Aquatic locomotion

Our contributions and innovations

Flying and swimming animals utilize body and appendage/limb movements for locomotion through air and water. The physical principles underlying the extraordinary mobility of these animals have been the subject of years of effort and there is still much that is not understood. Experimental approaches are very difficult, since instrumenting these animals often disrupts the behavior of interest. Our work in this area has progressed in close collaboration with Malcolm MacIver at Northwestern University (black ghost knifefish studies), and also in collaboration with Melina Hale at The University of Chicago and David McLean at Northwestern University (larval zebrafish studies). The key contributions from our group pertaining to fundamental issues in aquatic locomotion are listed below.

I. Drag and thrust on swimming bodies

Traditional analyses of self–propulsion have centered on attempting to decompose the total force on a swimming body into drag and thrust. During steady self–propulsion, the drag and thrust would be in balance. In spite of a century of research there has been no prior instance where drag–thrust decomposition has been conclusively shown to work in case of undulatory propulsion at finite Reynolds number. In a recent work we discovered the first such instance. Our decomposition is different from that hypothesized by Lighthill, which has been widely discussed for more than four decades.

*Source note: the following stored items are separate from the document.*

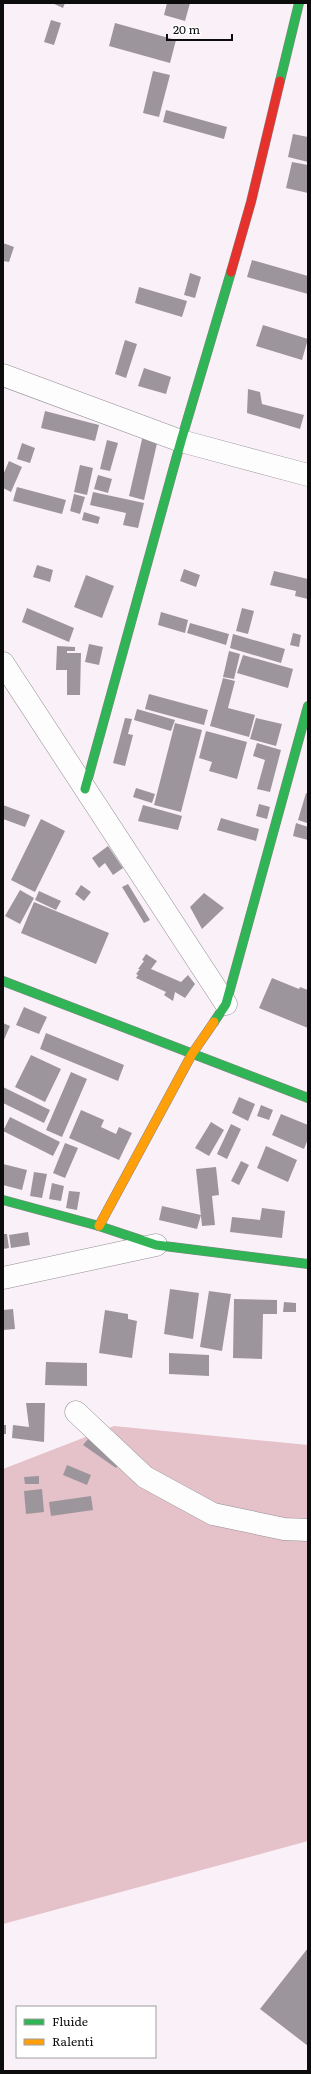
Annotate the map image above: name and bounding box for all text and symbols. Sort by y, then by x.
scale bar [167,16,232,42]
text: 20 m [173,20,200,38]
legend [16,2006,156,2058]
text: Fluide [52,2012,88,2030]
text: Ralenti [52,2032,93,2050]

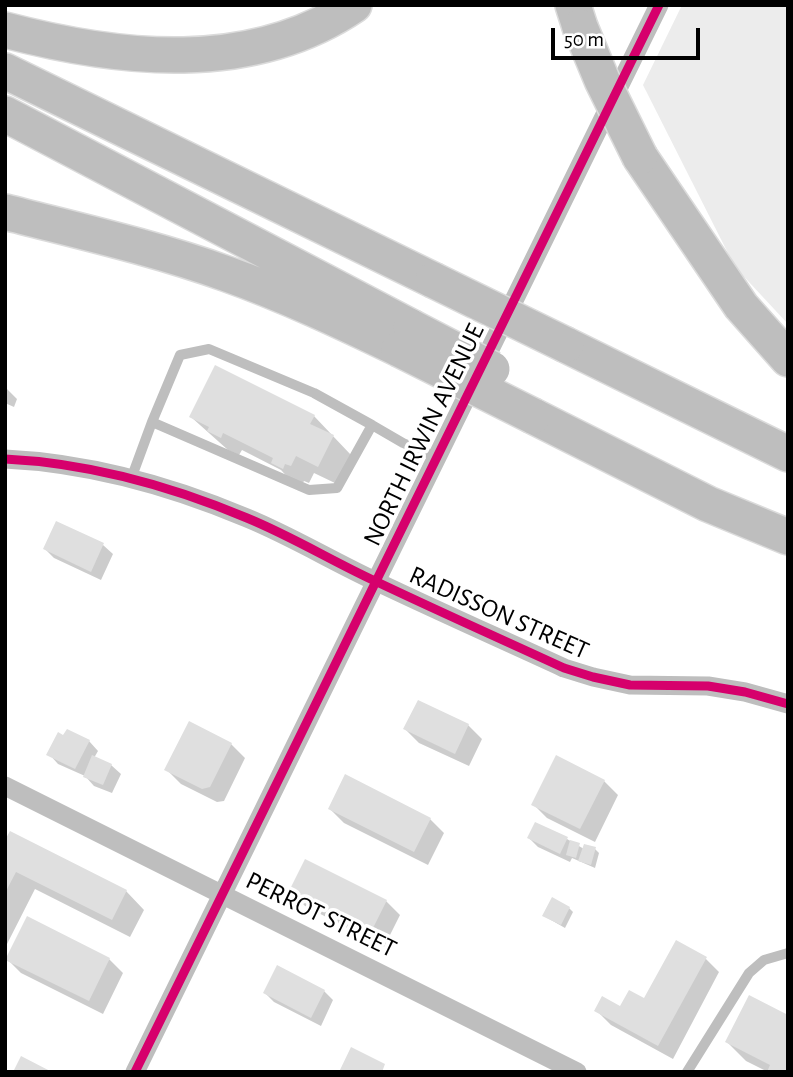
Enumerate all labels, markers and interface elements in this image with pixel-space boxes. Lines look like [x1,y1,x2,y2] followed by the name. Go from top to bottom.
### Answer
[555,14,704,58] scale bar
[564,29,604,50] text: 50 m
[357,319,491,551] street label: NORTH IRWIN AVENUE
[404,559,594,667] street label: RADISSON STREET
[240,865,402,965] street label: PERROT STREET

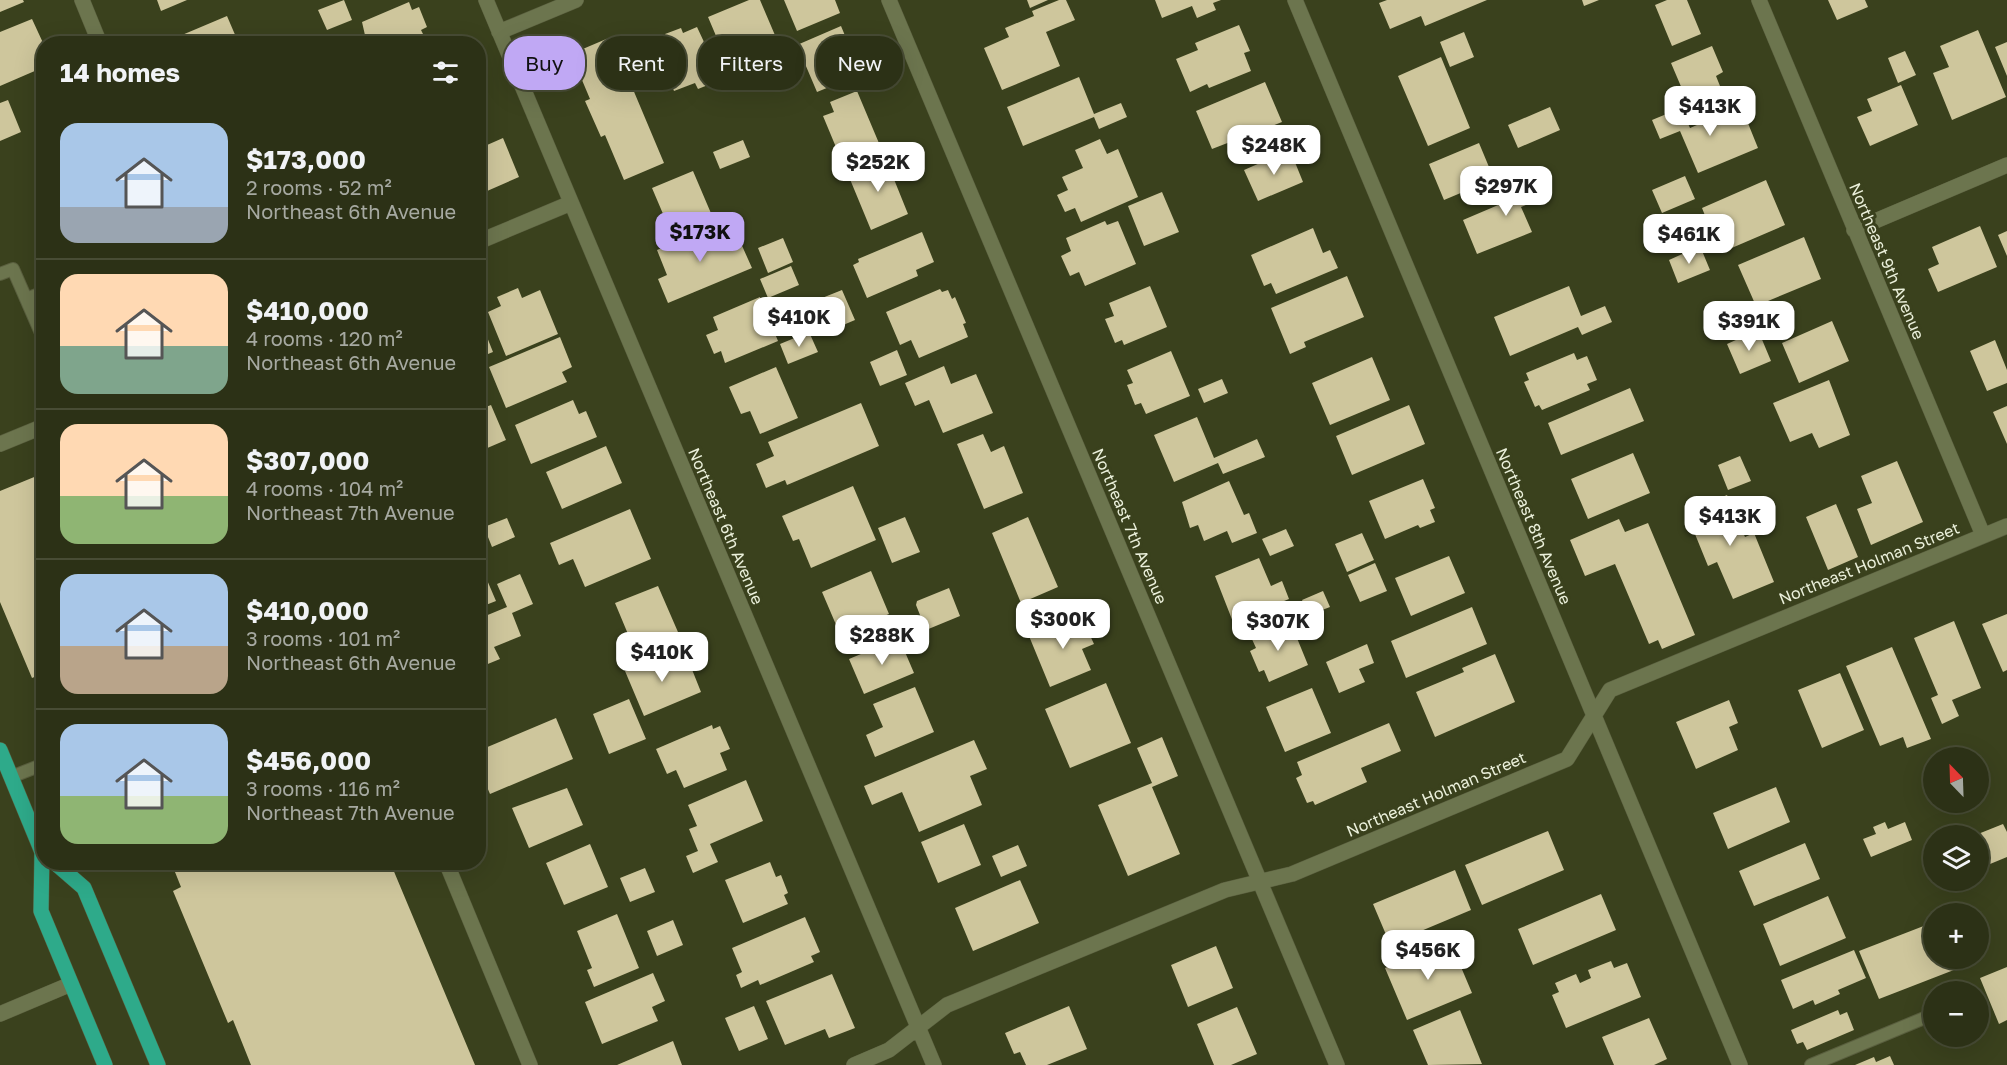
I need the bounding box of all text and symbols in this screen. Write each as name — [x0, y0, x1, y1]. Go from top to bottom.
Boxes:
chip: Buy — [504, 36, 585, 90]
chip: Rent — [597, 36, 686, 90]
chip: Filters — [698, 36, 804, 90]
chip: New — [816, 36, 903, 90]
icon: filters — [429, 56, 462, 89]
text: 14 homes — [60, 57, 180, 88]
pin: $413K — [1668, 86, 1752, 137]
text: $413K — [1679, 93, 1741, 117]
pin: $248K — [1232, 125, 1316, 176]
text: $248K — [1241, 132, 1307, 156]
pin: $252K — [836, 142, 920, 193]
text: $173,000 — [246, 144, 366, 175]
icon: home — [108, 147, 180, 219]
text: $252K — [846, 149, 910, 173]
pin: $297K — [1464, 166, 1548, 217]
text: $297K — [1474, 173, 1538, 197]
text: 2 rooms · 52 m² — [246, 175, 392, 199]
street label: Northeast 9th Avenue — [1845, 180, 1929, 342]
text: Northeast 6th Avenue — [246, 199, 456, 223]
pin: $173K — [658, 212, 742, 263]
pin: $461K — [1647, 214, 1731, 265]
text: $173K — [669, 219, 731, 243]
text: $461K — [1657, 221, 1721, 245]
text: $410,000 — [246, 295, 369, 326]
pin: $410K — [757, 297, 841, 348]
icon: home — [108, 298, 180, 370]
pin: $391K — [1707, 301, 1791, 352]
text: $410K — [767, 304, 831, 328]
text: $391K — [1717, 308, 1781, 332]
text: 4 rooms · 120 m² — [246, 326, 403, 350]
text: Northeast 6th Avenue — [246, 350, 456, 374]
text: $307,000 — [246, 445, 369, 476]
street label: Northeast 6th Avenue — [684, 445, 768, 607]
street label: Northeast 7th Avenue — [1088, 445, 1172, 607]
street label: Northeast 8th Avenue — [1492, 445, 1576, 607]
icon: home — [108, 448, 180, 520]
text: 4 rooms · 104 m² — [246, 476, 403, 500]
pin: $413K — [1688, 496, 1772, 547]
text: Northeast 7th Avenue — [246, 500, 455, 524]
text: $413K — [1699, 503, 1761, 527]
street label: Northeast Holman Street — [1776, 518, 1962, 608]
text: $410,000 — [246, 595, 369, 626]
icon: home — [108, 598, 180, 670]
pin: $300K — [1021, 599, 1105, 650]
pin: $307K — [1236, 601, 1320, 652]
text: $300K — [1030, 606, 1096, 630]
text: $307K — [1246, 608, 1310, 632]
pin: $288K — [840, 615, 924, 666]
text: $288K — [849, 622, 915, 646]
text: 3 rooms · 101 m² — [246, 626, 400, 650]
pin: $410K — [620, 632, 704, 683]
text: $410K — [630, 639, 694, 663]
text: Northeast 6th Avenue — [246, 650, 456, 674]
text: $456,000 — [246, 745, 371, 776]
street label: Northeast Holman Street — [1343, 747, 1529, 841]
north arrow — [1923, 747, 1989, 813]
map controls — [1923, 747, 1989, 1047]
icon: home — [108, 748, 180, 820]
text: 3 rooms · 116 m² — [246, 776, 400, 800]
text: Northeast 7th Avenue — [246, 800, 455, 824]
button: layers — [1923, 825, 1989, 891]
button: + — [1923, 903, 1989, 969]
pin: $456K — [1386, 930, 1470, 981]
text: $456K — [1395, 937, 1461, 961]
button: − — [1923, 981, 1989, 1047]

II. Hydrodynamic optimality in aquatic organisms

Lighthill and Blake had explained the peculiar morphology of gymnotiform swimmers (e.g., the black ghost knifefish; see video right) by proposing that the ability of its elongated ribbon fin to generate thrust is enhanced by the presence of the non–deforming body of the fish. This result has been widely discussed in literature over the past twenty years. We have shown that, contrary to the results by Lighthill and Blake, there is no enhancement of the propulsive force due to the presence of the body. Instead, we found that the observed height of the ribbon fin is such that the mechanical energy spent per unit distance, i.e., the mechanical cost of transport (COT), is low. In a first study of its kind we show that the optimal fin height based on COT is a direct consequence of different scalings of drag and thrust of the fin with respect to the fin height. It was also found that many other aspects of the morphology of gymnotiform swimmers are near optimal.

III. Gray’s paradox and efficiency measures in swimming

In 1936 Gray reported that the “drag” power of dolphins in the swimming direction was substantially larger than the estimates of muscle power. We revisited this “paradox” in the context of undulatory swimming. We showed that the drag power, which represents the work done on the fluid due to motion in the swimming direction, is exactly balanced by the thrust power, which represents the work done by the fluid. We also showed that during undulatory swimming most of the muscle energy is dissipated in causing the lateral motion of the body – not in overcoming the “drag” in the swimming direction. Thus, we showed that the basic premise of comparing drag power to muscle power and the related efficiency measures are not appropriate. Instead, a new non–dimensional cost–of–transport measure was proposed. This fundamental result is central to the seventy–year old debate on efficiency measures for swimming.

IV. How does muscle forcing lead to translational motion in undulatory swimming?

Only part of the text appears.